* [Extracted data entries]
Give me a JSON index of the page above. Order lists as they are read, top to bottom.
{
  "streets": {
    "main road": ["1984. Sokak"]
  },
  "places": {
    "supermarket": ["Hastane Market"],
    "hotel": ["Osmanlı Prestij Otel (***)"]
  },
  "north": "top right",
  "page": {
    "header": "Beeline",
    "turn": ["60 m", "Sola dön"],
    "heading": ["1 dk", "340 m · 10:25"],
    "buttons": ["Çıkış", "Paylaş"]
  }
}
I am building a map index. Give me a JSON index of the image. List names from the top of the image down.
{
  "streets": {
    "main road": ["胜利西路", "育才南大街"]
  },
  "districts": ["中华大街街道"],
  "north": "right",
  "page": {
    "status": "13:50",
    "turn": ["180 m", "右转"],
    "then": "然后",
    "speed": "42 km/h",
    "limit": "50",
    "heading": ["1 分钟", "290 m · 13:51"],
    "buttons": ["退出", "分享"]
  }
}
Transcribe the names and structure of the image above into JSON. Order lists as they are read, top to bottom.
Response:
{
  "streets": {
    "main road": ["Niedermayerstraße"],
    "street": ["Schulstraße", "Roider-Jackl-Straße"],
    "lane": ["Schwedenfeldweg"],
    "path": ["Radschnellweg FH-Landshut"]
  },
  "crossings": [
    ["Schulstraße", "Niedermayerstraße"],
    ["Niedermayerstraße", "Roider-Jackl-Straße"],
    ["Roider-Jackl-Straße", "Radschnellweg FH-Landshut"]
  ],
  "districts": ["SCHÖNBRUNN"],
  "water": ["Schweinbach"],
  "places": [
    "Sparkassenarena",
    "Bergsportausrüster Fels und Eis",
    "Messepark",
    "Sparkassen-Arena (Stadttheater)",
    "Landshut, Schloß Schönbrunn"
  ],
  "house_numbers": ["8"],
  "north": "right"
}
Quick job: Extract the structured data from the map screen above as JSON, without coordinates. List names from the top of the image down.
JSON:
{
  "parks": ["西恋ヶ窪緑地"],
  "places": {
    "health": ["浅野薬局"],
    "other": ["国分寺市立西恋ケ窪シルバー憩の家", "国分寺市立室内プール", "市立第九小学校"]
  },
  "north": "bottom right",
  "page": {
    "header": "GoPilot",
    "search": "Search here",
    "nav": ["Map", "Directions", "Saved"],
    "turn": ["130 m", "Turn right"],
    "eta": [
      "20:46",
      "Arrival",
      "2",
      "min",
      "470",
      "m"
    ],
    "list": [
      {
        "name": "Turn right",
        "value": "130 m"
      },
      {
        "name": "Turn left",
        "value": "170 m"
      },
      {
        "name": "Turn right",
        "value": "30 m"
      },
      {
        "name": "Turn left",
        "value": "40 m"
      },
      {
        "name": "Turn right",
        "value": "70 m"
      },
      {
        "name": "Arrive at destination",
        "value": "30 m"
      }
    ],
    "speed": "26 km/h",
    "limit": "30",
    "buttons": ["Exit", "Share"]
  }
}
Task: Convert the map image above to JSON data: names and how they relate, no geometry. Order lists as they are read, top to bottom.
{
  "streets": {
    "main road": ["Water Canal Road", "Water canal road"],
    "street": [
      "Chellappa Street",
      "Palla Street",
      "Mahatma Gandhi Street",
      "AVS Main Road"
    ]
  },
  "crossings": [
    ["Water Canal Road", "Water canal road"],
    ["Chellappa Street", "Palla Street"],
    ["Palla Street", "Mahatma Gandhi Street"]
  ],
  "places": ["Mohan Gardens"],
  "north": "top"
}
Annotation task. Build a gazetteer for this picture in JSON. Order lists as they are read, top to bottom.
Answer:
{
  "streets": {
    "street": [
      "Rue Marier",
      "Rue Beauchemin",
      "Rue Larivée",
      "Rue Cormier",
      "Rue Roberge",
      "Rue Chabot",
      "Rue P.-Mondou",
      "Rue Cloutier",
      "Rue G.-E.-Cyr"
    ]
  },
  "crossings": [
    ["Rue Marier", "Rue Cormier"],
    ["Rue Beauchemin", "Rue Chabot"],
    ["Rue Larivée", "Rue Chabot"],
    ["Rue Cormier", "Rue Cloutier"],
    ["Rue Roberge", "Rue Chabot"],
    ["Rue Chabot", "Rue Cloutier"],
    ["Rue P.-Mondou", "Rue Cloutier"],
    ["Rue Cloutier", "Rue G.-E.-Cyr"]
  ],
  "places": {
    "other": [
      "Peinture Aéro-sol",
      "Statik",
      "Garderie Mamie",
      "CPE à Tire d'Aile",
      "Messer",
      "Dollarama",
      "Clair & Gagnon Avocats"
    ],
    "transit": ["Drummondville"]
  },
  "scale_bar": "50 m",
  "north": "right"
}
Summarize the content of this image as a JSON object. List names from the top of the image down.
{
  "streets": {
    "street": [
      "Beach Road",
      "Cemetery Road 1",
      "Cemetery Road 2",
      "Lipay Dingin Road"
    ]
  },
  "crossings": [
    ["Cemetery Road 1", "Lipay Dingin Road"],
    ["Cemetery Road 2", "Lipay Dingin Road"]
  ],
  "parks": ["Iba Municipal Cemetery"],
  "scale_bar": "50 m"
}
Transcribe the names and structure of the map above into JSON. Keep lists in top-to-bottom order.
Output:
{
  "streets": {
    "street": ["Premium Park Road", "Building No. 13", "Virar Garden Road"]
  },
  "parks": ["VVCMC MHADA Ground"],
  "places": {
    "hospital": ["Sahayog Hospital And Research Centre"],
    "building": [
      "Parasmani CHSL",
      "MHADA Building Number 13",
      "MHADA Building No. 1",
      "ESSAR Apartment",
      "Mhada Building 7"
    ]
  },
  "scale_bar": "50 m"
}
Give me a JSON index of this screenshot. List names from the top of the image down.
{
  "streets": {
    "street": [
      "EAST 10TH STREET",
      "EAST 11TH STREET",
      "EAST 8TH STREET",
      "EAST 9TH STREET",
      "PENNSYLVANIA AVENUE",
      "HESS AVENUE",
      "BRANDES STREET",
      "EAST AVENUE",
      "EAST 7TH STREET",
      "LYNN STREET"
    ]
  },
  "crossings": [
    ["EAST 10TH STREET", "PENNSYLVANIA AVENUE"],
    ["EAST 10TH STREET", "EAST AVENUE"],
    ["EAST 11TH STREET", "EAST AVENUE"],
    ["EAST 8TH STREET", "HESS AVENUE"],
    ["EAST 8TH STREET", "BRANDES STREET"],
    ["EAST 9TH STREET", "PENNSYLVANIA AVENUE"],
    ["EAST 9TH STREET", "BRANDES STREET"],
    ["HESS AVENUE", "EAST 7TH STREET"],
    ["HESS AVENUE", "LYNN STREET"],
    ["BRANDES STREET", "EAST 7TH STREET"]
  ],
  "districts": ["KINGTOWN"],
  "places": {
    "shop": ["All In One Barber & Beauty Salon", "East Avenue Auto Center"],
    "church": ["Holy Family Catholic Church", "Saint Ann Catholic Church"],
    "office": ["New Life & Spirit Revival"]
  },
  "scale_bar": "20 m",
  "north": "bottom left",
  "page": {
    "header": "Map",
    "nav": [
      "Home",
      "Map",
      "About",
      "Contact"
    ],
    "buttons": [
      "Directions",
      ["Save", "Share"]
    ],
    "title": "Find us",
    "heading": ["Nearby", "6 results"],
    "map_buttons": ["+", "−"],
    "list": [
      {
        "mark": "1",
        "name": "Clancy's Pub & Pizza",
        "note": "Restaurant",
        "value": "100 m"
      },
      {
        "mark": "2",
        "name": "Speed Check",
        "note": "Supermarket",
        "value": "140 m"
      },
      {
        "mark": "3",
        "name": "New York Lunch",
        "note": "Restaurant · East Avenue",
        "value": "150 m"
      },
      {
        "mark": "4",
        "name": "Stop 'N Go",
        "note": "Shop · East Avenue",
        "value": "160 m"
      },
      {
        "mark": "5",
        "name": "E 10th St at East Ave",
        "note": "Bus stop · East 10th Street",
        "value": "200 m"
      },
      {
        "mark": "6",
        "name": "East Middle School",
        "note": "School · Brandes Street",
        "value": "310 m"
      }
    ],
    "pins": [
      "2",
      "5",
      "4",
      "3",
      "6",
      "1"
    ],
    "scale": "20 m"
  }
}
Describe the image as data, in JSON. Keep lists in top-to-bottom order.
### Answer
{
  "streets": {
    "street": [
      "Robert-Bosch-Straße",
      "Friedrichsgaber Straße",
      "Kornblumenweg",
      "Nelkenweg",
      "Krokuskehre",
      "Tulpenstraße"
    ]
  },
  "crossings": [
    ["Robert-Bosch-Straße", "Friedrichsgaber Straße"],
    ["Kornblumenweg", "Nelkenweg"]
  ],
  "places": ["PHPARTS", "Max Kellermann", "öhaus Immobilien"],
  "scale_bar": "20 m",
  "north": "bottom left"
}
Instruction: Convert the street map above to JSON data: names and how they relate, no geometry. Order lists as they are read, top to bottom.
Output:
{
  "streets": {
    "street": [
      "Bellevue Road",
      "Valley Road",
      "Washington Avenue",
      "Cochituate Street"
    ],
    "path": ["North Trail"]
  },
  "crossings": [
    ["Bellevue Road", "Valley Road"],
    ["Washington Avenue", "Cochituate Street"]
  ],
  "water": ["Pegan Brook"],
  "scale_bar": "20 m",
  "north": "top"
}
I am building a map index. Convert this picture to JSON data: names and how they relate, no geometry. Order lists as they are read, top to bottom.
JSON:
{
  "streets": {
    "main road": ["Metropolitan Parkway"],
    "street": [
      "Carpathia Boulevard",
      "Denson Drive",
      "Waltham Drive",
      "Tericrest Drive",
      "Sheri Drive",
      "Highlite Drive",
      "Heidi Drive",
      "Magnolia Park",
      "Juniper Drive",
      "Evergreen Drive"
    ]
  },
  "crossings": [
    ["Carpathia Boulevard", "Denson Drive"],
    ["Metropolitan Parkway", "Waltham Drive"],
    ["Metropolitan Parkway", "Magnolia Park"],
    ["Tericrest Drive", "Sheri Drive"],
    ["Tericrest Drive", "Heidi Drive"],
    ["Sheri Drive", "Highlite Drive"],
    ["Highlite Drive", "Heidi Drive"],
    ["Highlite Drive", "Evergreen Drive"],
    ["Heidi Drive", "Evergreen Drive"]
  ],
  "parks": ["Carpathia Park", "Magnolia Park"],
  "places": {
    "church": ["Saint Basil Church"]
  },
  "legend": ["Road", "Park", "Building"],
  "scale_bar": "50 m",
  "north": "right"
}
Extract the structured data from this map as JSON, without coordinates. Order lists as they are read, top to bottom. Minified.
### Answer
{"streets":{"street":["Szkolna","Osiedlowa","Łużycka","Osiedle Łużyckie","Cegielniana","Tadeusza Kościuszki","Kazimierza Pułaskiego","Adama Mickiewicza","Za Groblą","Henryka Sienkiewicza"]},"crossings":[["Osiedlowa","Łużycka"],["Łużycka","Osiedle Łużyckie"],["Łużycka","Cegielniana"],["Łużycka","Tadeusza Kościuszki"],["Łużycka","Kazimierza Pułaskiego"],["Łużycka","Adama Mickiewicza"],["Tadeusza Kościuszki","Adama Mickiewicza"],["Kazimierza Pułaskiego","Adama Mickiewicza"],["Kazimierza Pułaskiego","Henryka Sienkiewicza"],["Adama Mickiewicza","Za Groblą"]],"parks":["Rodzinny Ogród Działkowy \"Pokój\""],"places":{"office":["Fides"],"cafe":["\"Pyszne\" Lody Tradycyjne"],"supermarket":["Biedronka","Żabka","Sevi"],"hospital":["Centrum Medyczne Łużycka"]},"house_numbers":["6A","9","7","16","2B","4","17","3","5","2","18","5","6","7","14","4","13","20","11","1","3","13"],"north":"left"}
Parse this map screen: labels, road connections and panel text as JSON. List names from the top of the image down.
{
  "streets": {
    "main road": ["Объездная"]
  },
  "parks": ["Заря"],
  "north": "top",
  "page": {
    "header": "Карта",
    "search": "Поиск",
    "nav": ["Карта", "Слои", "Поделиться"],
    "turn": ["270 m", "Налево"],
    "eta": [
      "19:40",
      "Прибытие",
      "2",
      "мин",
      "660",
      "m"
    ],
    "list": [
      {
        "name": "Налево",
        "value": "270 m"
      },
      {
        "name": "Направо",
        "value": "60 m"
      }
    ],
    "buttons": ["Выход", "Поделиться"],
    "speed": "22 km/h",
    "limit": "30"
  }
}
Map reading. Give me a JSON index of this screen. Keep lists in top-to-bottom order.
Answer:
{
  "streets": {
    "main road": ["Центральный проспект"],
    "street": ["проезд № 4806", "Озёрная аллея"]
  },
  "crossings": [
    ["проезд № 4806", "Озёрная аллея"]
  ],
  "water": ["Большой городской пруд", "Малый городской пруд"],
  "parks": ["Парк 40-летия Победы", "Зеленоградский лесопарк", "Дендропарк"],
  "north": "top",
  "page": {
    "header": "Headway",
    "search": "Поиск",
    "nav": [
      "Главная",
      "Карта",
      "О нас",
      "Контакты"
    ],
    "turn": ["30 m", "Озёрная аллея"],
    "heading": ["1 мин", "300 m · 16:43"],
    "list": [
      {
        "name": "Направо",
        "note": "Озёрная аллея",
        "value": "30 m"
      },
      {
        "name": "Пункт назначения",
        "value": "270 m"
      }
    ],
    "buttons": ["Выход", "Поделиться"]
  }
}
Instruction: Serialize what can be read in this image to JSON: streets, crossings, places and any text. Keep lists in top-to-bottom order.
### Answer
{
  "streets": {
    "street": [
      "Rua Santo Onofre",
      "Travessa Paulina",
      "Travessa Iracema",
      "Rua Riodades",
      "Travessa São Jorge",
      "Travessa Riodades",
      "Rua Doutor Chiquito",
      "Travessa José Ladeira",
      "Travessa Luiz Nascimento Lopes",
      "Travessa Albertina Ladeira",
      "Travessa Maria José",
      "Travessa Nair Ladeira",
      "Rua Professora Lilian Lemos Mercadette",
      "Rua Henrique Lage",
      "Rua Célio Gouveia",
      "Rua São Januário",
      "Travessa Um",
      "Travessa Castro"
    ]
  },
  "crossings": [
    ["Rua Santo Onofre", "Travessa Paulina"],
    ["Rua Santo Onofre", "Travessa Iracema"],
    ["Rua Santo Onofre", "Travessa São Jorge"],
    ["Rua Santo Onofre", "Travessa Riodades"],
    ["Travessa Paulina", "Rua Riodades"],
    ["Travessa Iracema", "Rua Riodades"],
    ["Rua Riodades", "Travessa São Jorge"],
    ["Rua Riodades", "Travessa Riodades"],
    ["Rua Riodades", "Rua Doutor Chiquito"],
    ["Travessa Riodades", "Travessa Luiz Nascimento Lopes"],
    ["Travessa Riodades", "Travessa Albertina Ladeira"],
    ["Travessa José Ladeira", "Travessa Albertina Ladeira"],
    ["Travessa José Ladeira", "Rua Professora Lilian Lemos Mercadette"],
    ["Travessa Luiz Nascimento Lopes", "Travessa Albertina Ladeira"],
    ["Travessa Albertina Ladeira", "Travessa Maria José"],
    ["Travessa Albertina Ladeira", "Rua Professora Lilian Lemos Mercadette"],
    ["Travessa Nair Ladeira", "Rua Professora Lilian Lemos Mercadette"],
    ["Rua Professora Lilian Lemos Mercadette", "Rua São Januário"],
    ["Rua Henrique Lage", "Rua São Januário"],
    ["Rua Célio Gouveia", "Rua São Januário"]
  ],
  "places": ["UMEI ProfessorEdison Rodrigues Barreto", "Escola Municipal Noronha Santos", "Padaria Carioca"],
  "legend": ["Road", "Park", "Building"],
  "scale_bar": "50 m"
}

* [Exercise directions]
"structured" is the string to look for; please copy every line of the records above where it appears.

* [Task result]
Quick job: Extract the structured data from the map screen above as JSON, without coordinates. List names from the top of the image down.
Extract the structured data from this map as JSON, without coordinates. Order lists as they are read, top to bottom. Minified.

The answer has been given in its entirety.